Pembelajar di Pascasarjana Pengelolaan Lingkungan Hidup UNHAS

Pada Juni di setiap awal bulan, kita memiliki dua momentum yang sangat penting. Yakni, Hari lahirnya Pancasila pada tanggal 1 Juni serta Hari Lingkungan Hidup Sedunia tanggal 5 Juni.

Ironisnya, mempercakapkan dua entitas atau dua topik yang teramat penting tersebut, tak pernah sungguh-sungguh dijadikan prioritas. Sebab itulah, tulisan sederhana ini, ingin mencoba mengaitkan keduanya, antara Pancasila dan krisis ekologi lingkungan.

Selama ini, menurut Prof. Kuntowijoyo, Pancasila baru dianggap efektif sebagai ideologi yang mempersatukan Indonesia secara politis. Tetapi, belum efektif sebagai ideologi ekonomi, sosial, budaya dan yang lainnya. Mengapa? Karena kita masih memahami Pancasila sebagai sebuah mitos. Dan karena itu, mistifikasi Pancasila tak terelakkan. 

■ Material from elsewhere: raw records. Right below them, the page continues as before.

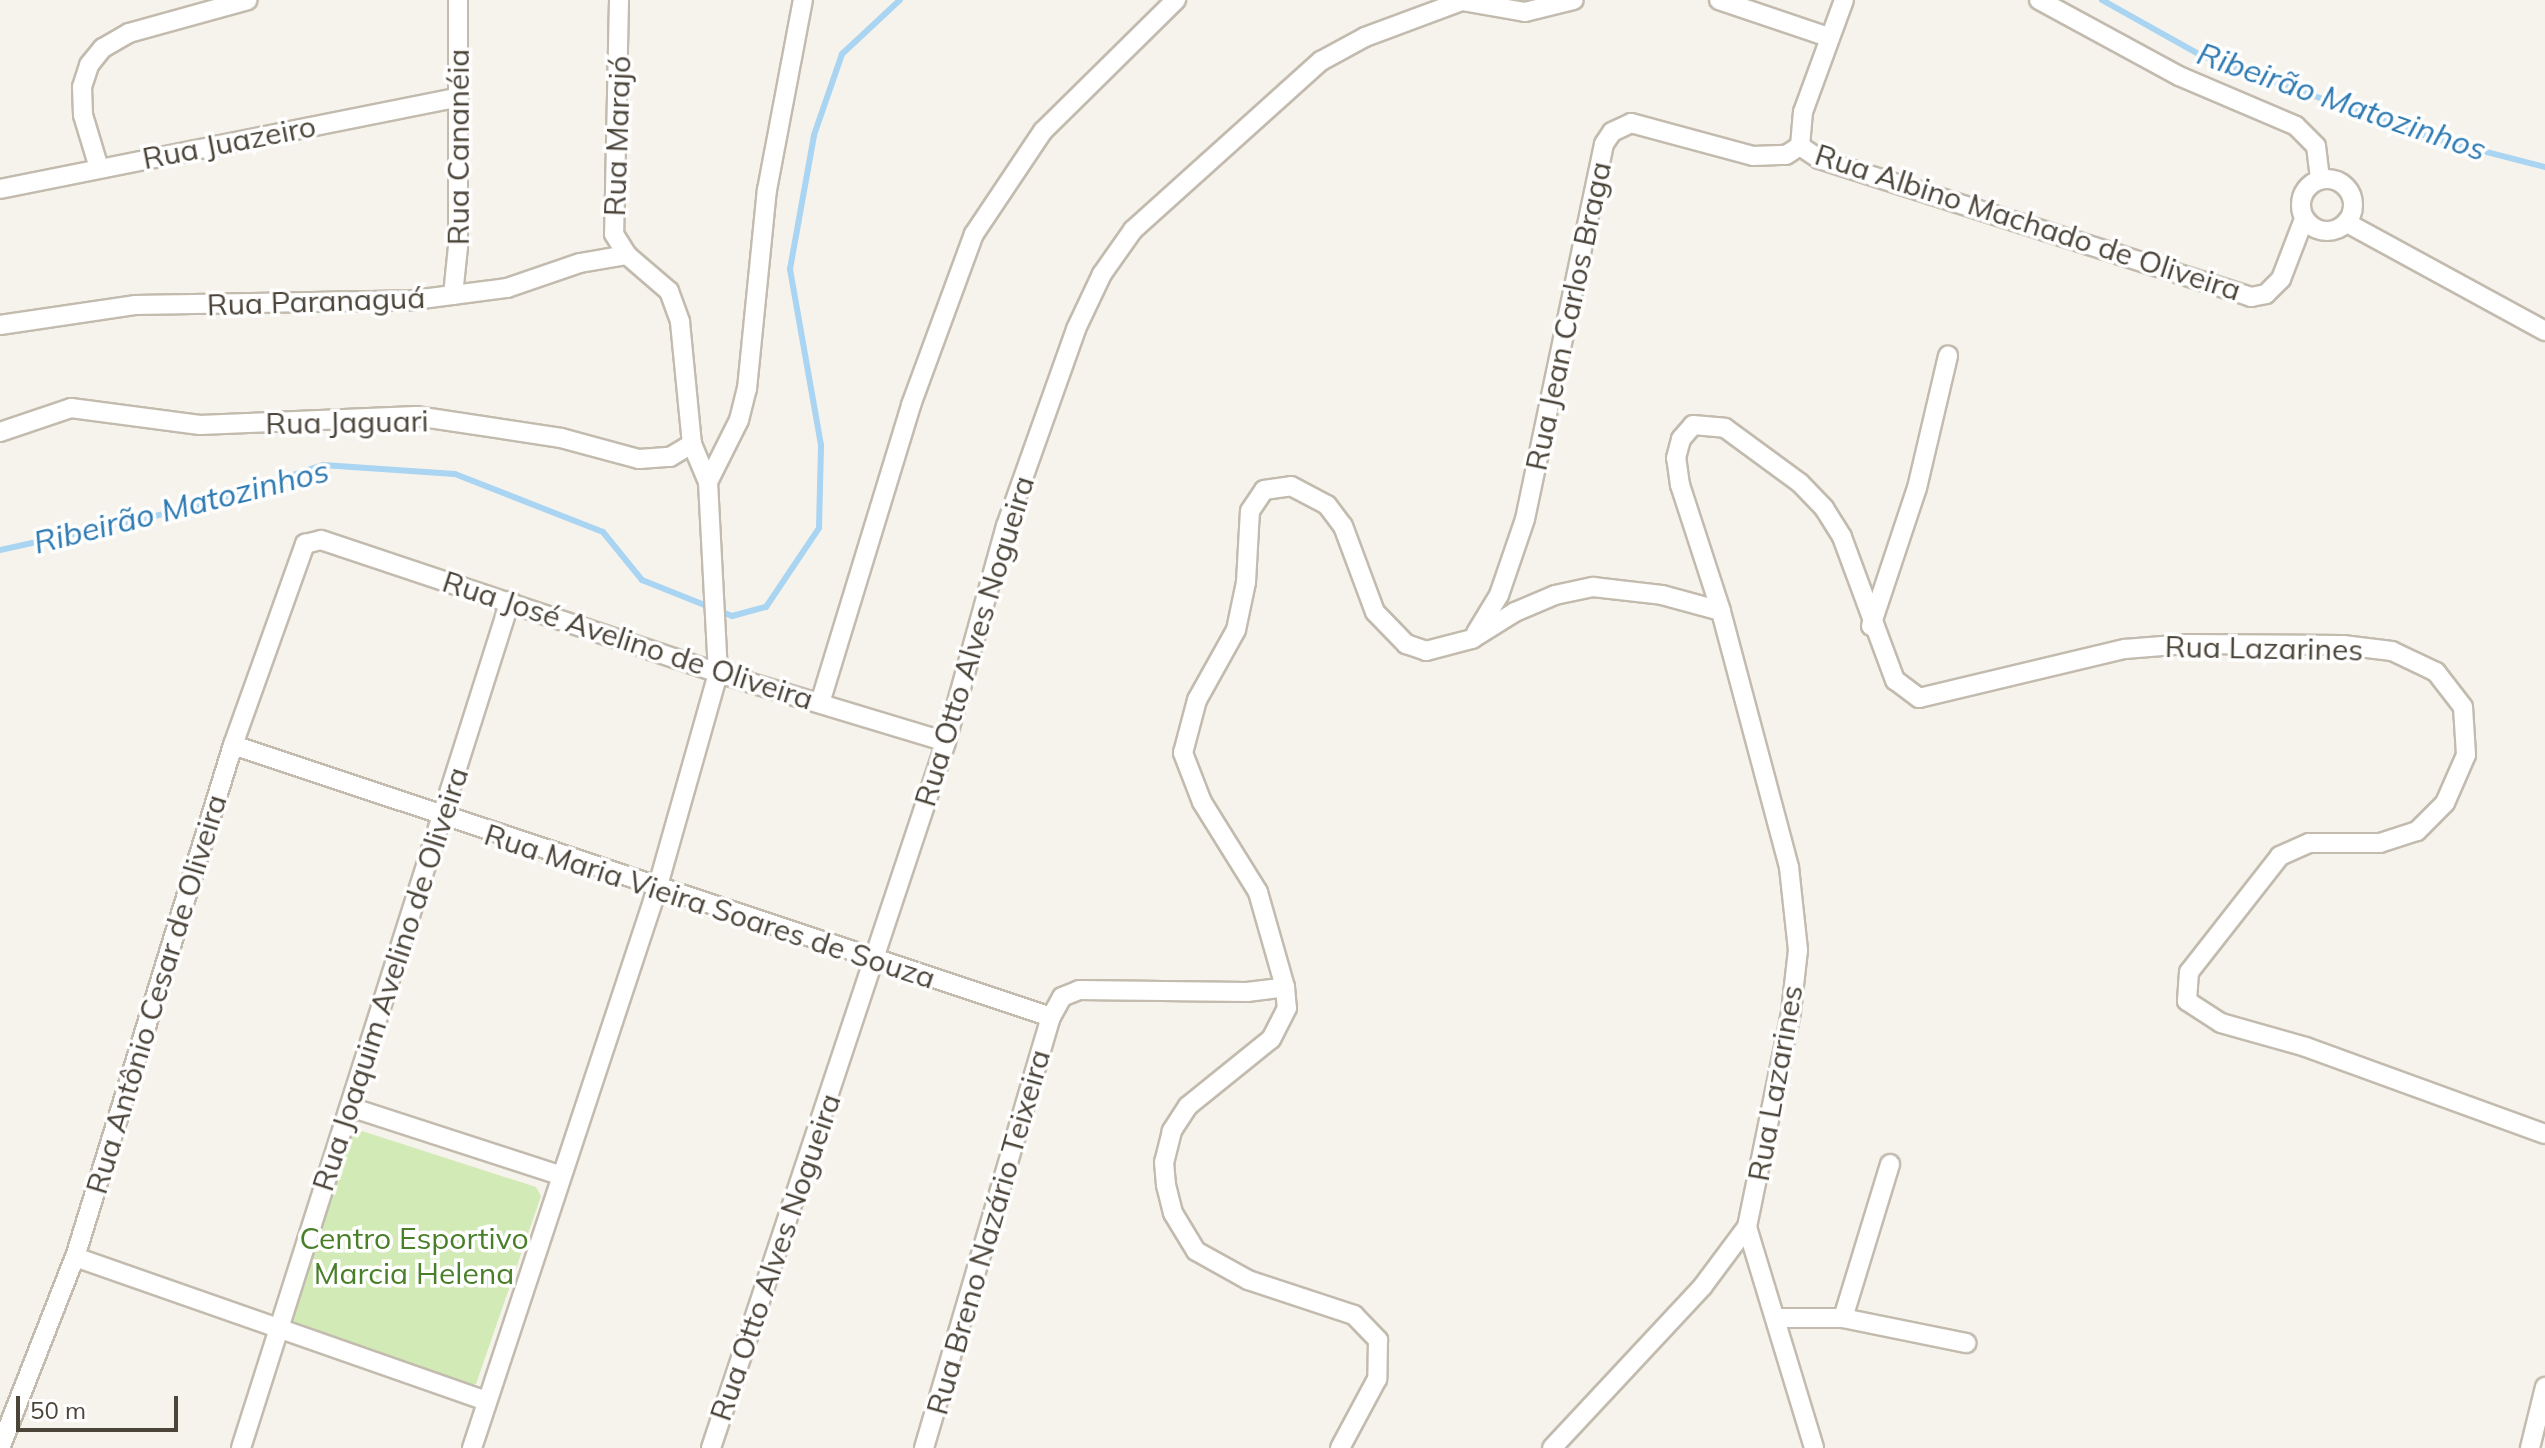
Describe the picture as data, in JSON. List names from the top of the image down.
{
  "streets": {
    "street": [
      "Rua Marajó",
      "Rua Juazeiro",
      "Rua Cananéia",
      "Rua Albino Machado de Oliveira",
      "Rua Paranaguá",
      "Rua Jean Carlos Braga",
      "Rua Jaguari",
      "Rua José Avelino de Oliveira",
      "Rua Otto Alves Nogueira",
      "Rua Lazarines",
      "Rua Maria Vieira Soares de Souza",
      "Rua Joaquim Avelino de Oliveira",
      "Rua Antônio Cesar de Oliveira",
      "Rua Breno Nazário Teixeira"
    ]
  },
  "crossings": [
    ["Rua Marajó", "Rua Paranaguá"],
    ["Rua Marajó", "Rua Jaguari"],
    ["Rua Juazeiro", "Rua Cananéia"],
    ["Rua Cananéia", "Rua Paranaguá"],
    ["Rua Albino Machado de Oliveira", "Rua Jean Carlos Braga"],
    ["Rua José Avelino de Oliveira", "Rua Otto Alves Nogueira"],
    ["Rua José Avelino de Oliveira", "Rua Joaquim Avelino de Oliveira"],
    ["Rua José Avelino de Oliveira", "Rua Antônio Cesar de Oliveira"],
    ["Rua Otto Alves Nogueira", "Rua Maria Vieira Soares de Souza"],
    ["Rua Maria Vieira Soares de Souza", "Rua Joaquim Avelino de Oliveira"],
    ["Rua Maria Vieira Soares de Souza", "Rua Antônio Cesar de Oliveira"],
    ["Rua Maria Vieira Soares de Souza", "Rua Breno Nazário Teixeira"]
  ],
  "water": ["Ribeirão Matozinhos"],
  "parks": ["Centro Esportivo Marcia Helena"],
  "scale_bar": "50 m"
}
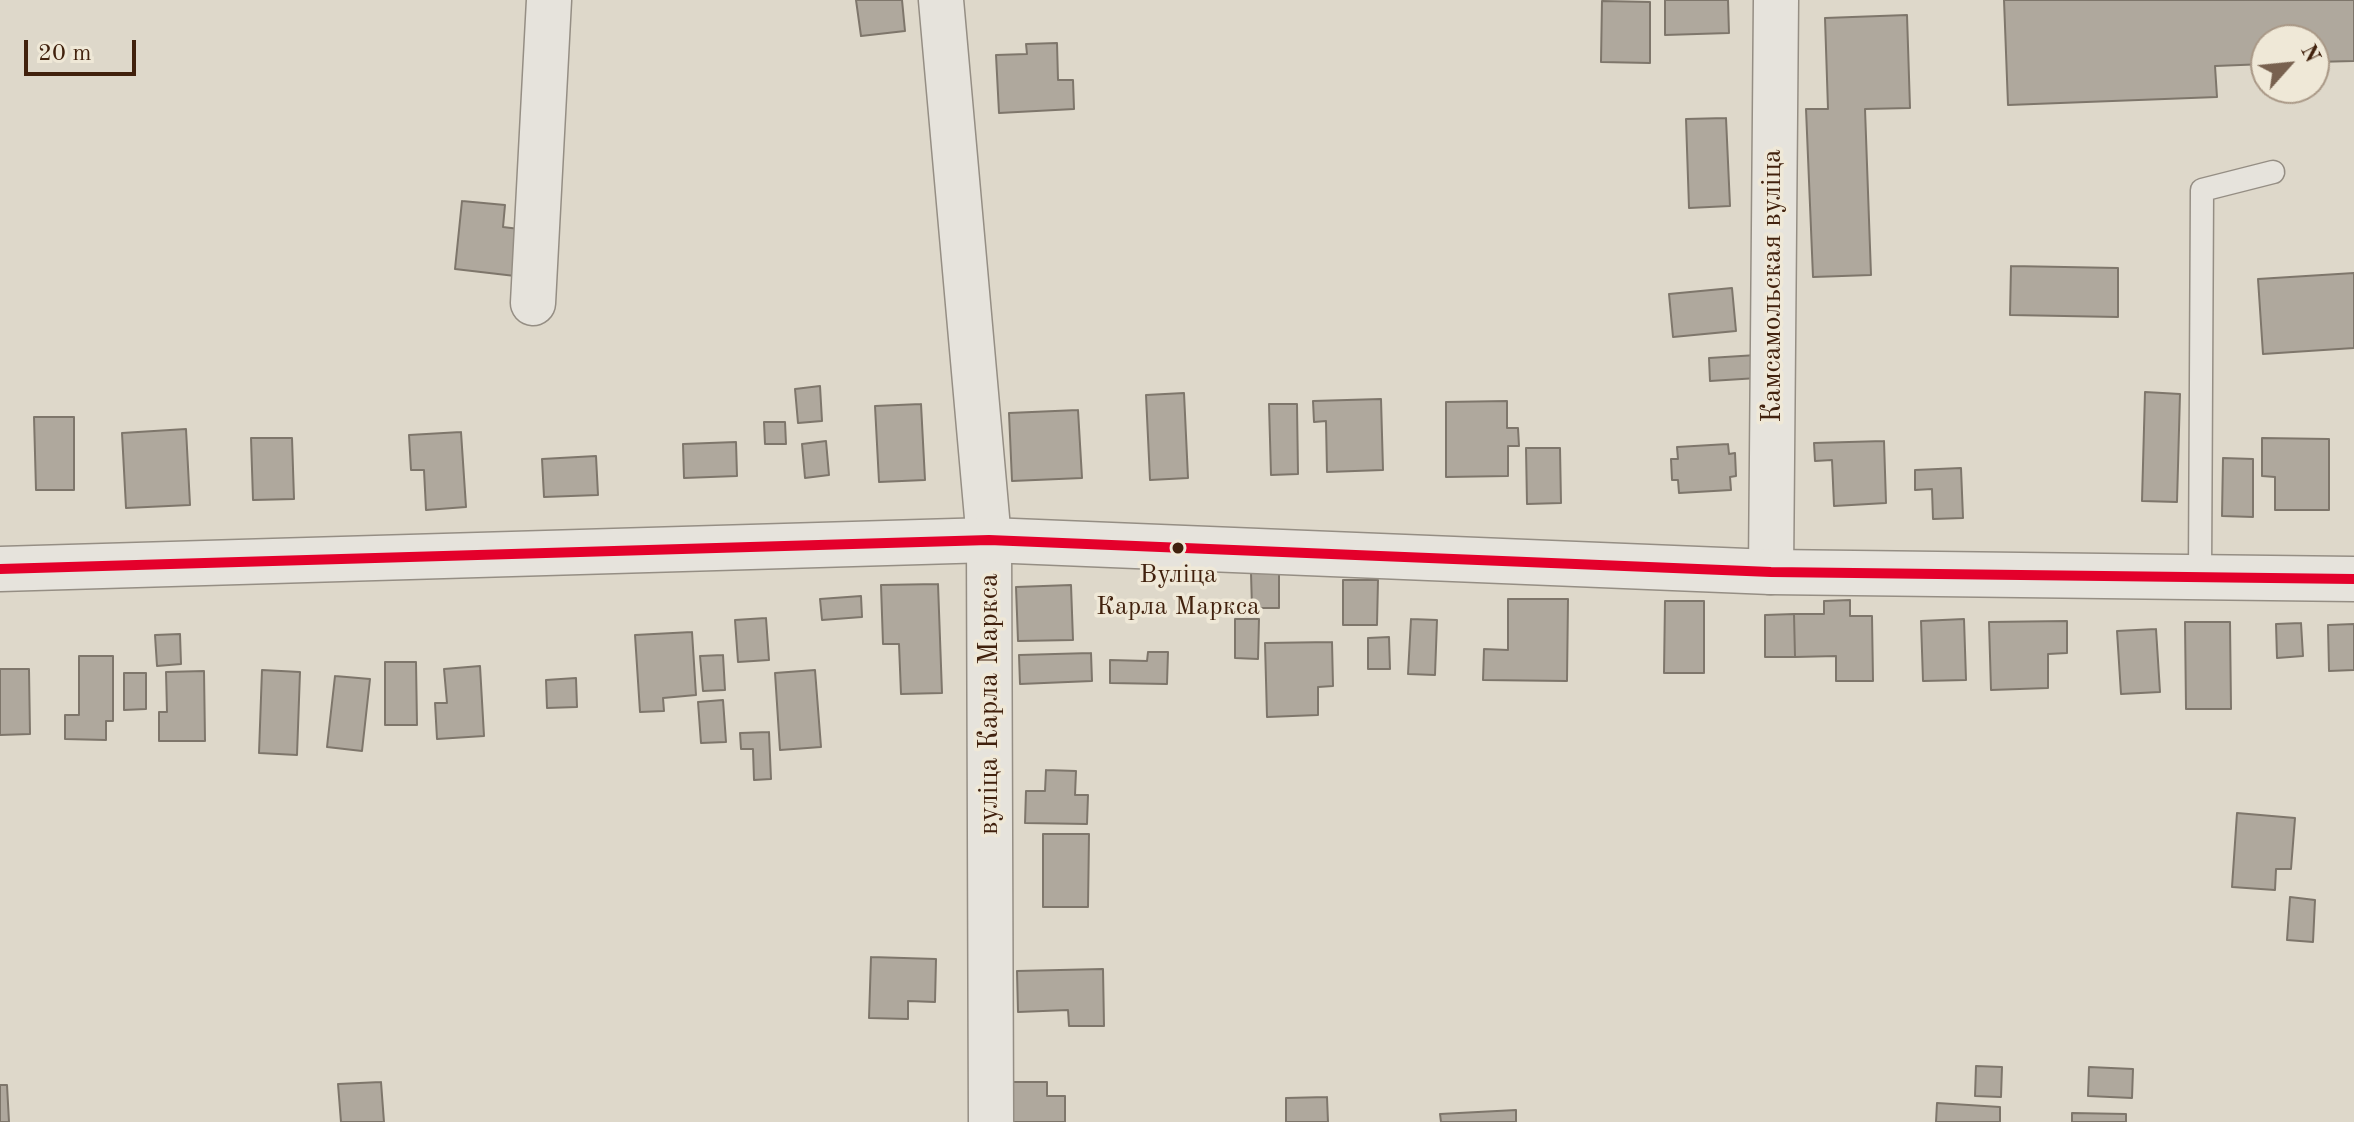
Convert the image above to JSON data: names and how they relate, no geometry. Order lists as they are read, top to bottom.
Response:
{
  "streets": {
    "street": ["Камсамольская вуліца", "вуліца Карла Маркса"]
  },
  "places": ["Вуліца Карла Маркса"],
  "scale_bar": "20 m",
  "north": "top right"
}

Dalam realitas mistifikasi tersebut, pertanyaan reflektif yang penting diajukan, sudahkah kita telah melaksanakan Pancasila sebagai falsafah dan ideologi secara benar? Apakah Pancasila telah dijadikan landasan etis di dalam kehidupan kita sebagai bangsa? Di bukunya Makna Pemerintahan Prof. Ryaas Rasyid mengatakan, sebagai suatu sistem kepercayaan dan ideologi, Pancasila hanya bisa bermakna jika nilai-nilainya tecermin di dalam tingkah laku abdi negara dan warga masyarakat secara keseluruhan. Oleh karena itu, nilai-nilai Pancasila seyogianya bersifat omnipresent

Idealnya, Pancasila hadir di dalam praktik kekuasaan negara, menjiwai setiap kebijakan pemerintah, menjadi landasan dalam berbagai interaksi politik, serta menyemangati hubungan-hubungan ekonomi, sosial dan budaya bangsa Indonesia. Kalau gerakan memasyarakatkan Pancasila tidak secara konsepsional dan konsisten diarahkan pada perwujudan idealisme ini, niscaya bangsa Indonesia akan gagal mewujudkan cita-cita kemerdekaannya. Sebab itu, perlu selalu dijaga agar Pancasila tidak diturunkan derajatnya menjadi sekadar sebuah kata atau kumpulan kata-kata untuk penghias pidato, pelengkap suatu upacara atau menjadi bingkai untuk pengesahan sejumlah dokumen. Karena dengan perlakuan seperti itu, Buya Syafi’i Maarif mendaku: “Nasib Pancasila itu, hanya dimuliakan dalam kata, diagungkan dalam tulisan, namun dikhianati dalam perbuatan.”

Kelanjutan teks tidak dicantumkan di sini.